WORK INSTRUCTION. Wherever pictures occur in the entries below, leave them out and retype the rest exactly.

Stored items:
■ ■ ■ ■
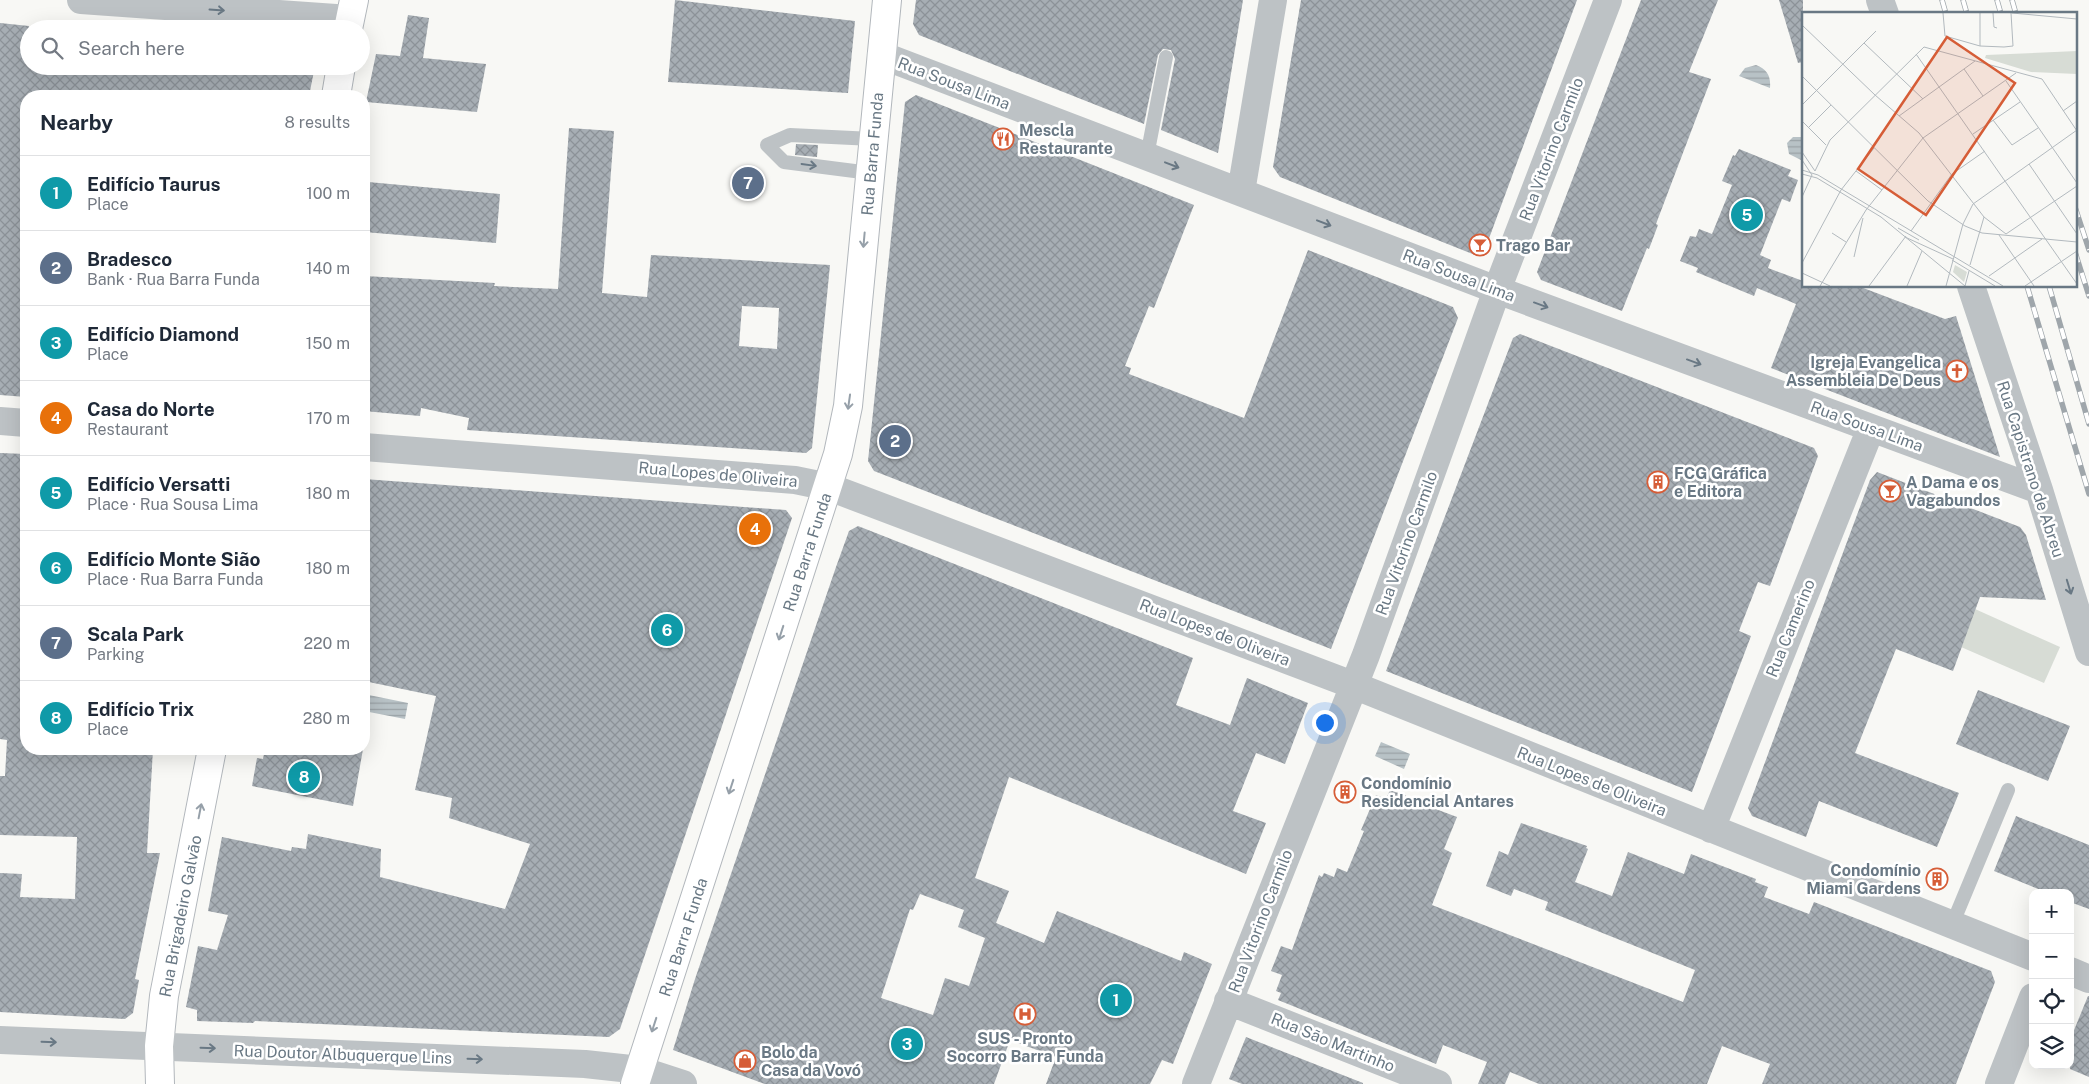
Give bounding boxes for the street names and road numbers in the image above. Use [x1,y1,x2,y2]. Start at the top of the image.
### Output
street label: Rua Sousa Lima [895,53,1013,114]
street label: Rua Vitorino Carmilo [1515,75,1588,223]
street label: Rua Barra Funda [858,92,887,216]
street label: Rua Sousa Lima [1400,245,1518,306]
street label: Rua Capistrano de Abreu [1993,378,2068,560]
street label: Rua Sousa Lima [1808,397,1926,456]
street label: Rua Lopes de Oliveira [638,458,798,491]
street label: Rua Vitorino Carmilo [1372,469,1441,618]
street label: Rua Barra Funda [779,490,836,614]
street label: Rua Camerino [1762,576,1819,680]
street label: Rua Lopes de Oliveira [1137,595,1293,670]
street label: Rua Lopes de Oliveira [1514,743,1669,820]
street label: Rua Brigadeiro Galvão [155,833,206,999]
street label: Rua Vitorino Carmilo [1224,847,1297,995]
street label: Rua Barra Funda [655,875,712,999]
street label: Rua São Martinho [1268,1009,1397,1076]
street label: Rua Doutor Albuquerque Lins [233,1041,452,1068]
■ ■ ■ ■
RESULT FOR THIS EXERCISE.
Give bounding boxes for the street names and road numbers in the image above. Use [x1,y1,x2,y2]. Start at the top of the image.
### Output
street label: Rua Sousa Lima [895,53,1013,114]
street label: Rua Vitorino Carmilo [1515,75,1588,223]
street label: Rua Barra Funda [858,92,887,216]
street label: Rua Sousa Lima [1400,245,1518,306]
street label: Rua Capistrano de Abreu [1993,378,2068,560]
street label: Rua Sousa Lima [1808,397,1926,456]
street label: Rua Lopes de Oliveira [638,458,798,491]
street label: Rua Vitorino Carmilo [1372,469,1441,618]
street label: Rua Barra Funda [779,490,836,614]
street label: Rua Camerino [1762,576,1819,680]
street label: Rua Lopes de Oliveira [1137,595,1293,670]
street label: Rua Lopes de Oliveira [1514,743,1669,820]
street label: Rua Brigadeiro Galvão [155,833,206,999]
street label: Rua Vitorino Carmilo [1224,847,1297,995]
street label: Rua Barra Funda [655,875,712,999]
street label: Rua São Martinho [1268,1009,1397,1076]
street label: Rua Doutor Albuquerque Lins [233,1041,452,1068]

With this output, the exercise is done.